[Dataset entries]
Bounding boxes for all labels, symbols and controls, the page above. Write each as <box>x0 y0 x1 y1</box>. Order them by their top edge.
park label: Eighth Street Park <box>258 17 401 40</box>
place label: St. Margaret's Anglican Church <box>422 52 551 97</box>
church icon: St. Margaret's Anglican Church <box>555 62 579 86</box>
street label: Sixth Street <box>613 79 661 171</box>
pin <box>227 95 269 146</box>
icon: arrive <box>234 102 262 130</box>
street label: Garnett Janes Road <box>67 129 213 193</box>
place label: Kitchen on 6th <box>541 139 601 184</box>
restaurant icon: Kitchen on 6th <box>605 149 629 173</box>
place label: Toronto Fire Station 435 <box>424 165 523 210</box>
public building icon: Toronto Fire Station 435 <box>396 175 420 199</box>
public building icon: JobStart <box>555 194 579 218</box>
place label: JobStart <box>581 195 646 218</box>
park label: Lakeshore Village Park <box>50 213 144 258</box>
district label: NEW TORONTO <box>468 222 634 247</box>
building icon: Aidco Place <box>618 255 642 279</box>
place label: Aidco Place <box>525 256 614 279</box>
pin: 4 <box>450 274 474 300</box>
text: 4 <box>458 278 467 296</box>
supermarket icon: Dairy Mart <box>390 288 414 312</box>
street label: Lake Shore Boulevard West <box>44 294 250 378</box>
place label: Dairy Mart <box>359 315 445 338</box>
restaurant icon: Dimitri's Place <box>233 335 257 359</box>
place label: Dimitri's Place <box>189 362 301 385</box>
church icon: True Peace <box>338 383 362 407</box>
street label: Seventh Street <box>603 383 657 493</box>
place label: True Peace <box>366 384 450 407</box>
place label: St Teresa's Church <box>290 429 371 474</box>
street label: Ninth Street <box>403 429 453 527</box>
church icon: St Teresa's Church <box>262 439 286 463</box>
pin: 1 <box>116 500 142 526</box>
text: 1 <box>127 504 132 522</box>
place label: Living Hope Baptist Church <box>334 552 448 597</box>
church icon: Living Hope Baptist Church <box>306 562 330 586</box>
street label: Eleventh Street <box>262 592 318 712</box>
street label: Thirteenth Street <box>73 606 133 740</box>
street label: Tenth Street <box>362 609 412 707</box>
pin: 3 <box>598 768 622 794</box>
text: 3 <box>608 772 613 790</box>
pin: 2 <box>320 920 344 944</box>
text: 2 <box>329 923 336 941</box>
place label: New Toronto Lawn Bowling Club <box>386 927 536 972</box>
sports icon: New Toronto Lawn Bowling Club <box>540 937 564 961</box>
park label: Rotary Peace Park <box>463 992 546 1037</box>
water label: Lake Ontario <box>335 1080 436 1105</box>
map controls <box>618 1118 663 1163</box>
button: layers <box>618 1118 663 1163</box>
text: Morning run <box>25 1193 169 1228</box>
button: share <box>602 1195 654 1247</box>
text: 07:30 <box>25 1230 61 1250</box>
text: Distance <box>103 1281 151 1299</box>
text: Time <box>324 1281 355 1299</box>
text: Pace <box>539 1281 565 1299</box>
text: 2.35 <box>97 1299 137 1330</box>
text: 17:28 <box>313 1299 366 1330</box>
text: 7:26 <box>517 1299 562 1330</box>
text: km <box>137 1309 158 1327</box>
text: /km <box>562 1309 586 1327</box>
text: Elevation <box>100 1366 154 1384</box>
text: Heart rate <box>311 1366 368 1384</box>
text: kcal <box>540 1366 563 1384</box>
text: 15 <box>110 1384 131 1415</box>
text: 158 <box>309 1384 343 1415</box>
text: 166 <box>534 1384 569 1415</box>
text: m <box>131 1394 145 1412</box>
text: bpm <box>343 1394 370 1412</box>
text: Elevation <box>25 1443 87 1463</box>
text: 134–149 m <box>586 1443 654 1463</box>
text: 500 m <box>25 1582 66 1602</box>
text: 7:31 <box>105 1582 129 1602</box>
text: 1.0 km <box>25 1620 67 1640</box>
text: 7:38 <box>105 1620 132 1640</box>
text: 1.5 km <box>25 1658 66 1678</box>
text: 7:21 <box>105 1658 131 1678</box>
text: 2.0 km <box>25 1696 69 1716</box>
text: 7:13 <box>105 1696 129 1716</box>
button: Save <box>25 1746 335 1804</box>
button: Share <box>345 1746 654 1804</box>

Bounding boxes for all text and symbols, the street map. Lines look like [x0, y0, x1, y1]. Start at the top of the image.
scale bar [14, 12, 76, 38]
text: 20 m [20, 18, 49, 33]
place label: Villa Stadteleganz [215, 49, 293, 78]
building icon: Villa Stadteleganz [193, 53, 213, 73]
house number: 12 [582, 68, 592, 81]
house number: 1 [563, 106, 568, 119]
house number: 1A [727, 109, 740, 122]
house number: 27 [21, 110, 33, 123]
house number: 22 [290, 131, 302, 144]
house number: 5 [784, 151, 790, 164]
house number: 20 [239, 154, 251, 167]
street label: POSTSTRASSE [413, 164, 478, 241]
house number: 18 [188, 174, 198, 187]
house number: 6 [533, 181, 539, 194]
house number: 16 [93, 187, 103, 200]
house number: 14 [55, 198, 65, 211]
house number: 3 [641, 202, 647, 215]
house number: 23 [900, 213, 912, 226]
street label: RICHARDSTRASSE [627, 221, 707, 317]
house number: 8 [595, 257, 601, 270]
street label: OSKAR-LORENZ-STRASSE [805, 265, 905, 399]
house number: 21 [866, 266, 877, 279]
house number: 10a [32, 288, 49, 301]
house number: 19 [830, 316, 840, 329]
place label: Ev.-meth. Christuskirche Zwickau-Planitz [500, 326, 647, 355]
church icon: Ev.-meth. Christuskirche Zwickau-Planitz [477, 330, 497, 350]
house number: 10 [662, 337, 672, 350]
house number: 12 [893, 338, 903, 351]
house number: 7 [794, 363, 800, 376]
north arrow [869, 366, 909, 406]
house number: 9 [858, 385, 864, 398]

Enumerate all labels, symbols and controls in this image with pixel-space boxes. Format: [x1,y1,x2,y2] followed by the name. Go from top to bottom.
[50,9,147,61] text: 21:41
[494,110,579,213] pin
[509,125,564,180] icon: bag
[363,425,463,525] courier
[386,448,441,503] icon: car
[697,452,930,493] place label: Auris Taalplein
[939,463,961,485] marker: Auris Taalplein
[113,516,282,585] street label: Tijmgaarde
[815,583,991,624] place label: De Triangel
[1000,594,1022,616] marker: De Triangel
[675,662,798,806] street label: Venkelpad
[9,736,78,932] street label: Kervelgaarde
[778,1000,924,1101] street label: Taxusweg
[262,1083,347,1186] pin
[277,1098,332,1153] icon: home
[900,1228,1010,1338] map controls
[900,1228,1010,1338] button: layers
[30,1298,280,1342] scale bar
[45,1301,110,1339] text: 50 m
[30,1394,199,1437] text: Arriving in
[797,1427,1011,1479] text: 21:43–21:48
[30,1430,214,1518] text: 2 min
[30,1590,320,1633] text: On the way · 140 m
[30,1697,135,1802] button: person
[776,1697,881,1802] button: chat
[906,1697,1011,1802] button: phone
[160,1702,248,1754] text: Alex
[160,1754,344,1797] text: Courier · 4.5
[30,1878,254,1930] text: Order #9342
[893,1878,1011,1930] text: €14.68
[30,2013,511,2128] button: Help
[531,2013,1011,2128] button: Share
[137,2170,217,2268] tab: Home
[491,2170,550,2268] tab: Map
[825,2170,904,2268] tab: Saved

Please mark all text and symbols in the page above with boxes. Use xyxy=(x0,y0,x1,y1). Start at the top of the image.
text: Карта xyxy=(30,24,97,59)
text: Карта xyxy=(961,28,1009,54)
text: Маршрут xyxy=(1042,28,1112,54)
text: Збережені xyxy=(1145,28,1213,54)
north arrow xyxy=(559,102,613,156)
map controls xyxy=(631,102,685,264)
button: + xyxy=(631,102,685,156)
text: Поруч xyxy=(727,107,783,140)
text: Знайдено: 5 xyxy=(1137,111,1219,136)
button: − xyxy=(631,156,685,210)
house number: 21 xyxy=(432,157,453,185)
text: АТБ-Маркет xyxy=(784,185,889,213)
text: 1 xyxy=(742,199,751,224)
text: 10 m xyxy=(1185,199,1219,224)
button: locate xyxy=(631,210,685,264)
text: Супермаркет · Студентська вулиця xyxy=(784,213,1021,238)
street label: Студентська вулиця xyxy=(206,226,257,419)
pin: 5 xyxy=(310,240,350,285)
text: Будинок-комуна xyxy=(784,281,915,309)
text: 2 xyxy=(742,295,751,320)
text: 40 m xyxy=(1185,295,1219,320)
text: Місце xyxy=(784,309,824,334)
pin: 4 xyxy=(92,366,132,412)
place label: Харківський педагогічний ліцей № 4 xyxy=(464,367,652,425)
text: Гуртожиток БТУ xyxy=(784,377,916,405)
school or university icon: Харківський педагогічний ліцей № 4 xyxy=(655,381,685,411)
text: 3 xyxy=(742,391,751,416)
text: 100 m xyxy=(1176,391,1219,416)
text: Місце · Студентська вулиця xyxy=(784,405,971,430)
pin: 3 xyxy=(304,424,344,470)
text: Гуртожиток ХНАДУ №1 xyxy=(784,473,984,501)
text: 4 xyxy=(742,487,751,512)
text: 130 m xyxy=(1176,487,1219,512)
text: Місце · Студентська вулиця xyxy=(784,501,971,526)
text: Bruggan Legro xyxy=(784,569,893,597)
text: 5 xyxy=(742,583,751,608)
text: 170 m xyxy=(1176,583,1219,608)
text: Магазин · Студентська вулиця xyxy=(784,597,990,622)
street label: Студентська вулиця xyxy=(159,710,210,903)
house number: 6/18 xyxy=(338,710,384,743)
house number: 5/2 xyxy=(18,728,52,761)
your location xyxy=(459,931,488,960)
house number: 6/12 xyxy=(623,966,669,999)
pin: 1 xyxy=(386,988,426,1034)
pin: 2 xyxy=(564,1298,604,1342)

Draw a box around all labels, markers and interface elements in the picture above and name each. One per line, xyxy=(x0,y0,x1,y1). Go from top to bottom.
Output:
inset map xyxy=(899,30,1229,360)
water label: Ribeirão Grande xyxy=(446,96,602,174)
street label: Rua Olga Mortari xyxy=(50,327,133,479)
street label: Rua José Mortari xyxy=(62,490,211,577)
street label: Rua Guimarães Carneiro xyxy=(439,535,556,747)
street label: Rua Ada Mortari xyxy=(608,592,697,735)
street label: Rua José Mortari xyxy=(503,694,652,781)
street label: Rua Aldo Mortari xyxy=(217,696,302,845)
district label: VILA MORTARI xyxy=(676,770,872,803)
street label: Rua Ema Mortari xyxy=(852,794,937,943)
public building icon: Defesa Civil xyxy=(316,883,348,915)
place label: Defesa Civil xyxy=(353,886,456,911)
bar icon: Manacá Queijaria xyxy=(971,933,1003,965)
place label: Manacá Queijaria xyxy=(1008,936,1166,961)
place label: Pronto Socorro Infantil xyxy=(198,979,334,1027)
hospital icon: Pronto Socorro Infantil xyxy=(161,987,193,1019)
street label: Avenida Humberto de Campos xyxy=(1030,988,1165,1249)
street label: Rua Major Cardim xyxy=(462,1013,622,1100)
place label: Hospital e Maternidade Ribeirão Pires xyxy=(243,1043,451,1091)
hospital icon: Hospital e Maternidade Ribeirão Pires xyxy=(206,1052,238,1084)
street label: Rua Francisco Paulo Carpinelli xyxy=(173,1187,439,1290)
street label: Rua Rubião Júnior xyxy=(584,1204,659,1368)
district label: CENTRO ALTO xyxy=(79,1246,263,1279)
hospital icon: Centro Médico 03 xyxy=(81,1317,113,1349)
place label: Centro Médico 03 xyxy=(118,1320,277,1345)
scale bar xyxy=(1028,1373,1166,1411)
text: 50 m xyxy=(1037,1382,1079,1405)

● **WHAT TO WORK ON**: State how many lines of the records contain the string "Bowling". The number is the whole answer.

● **YOUR SOLUTION**: 2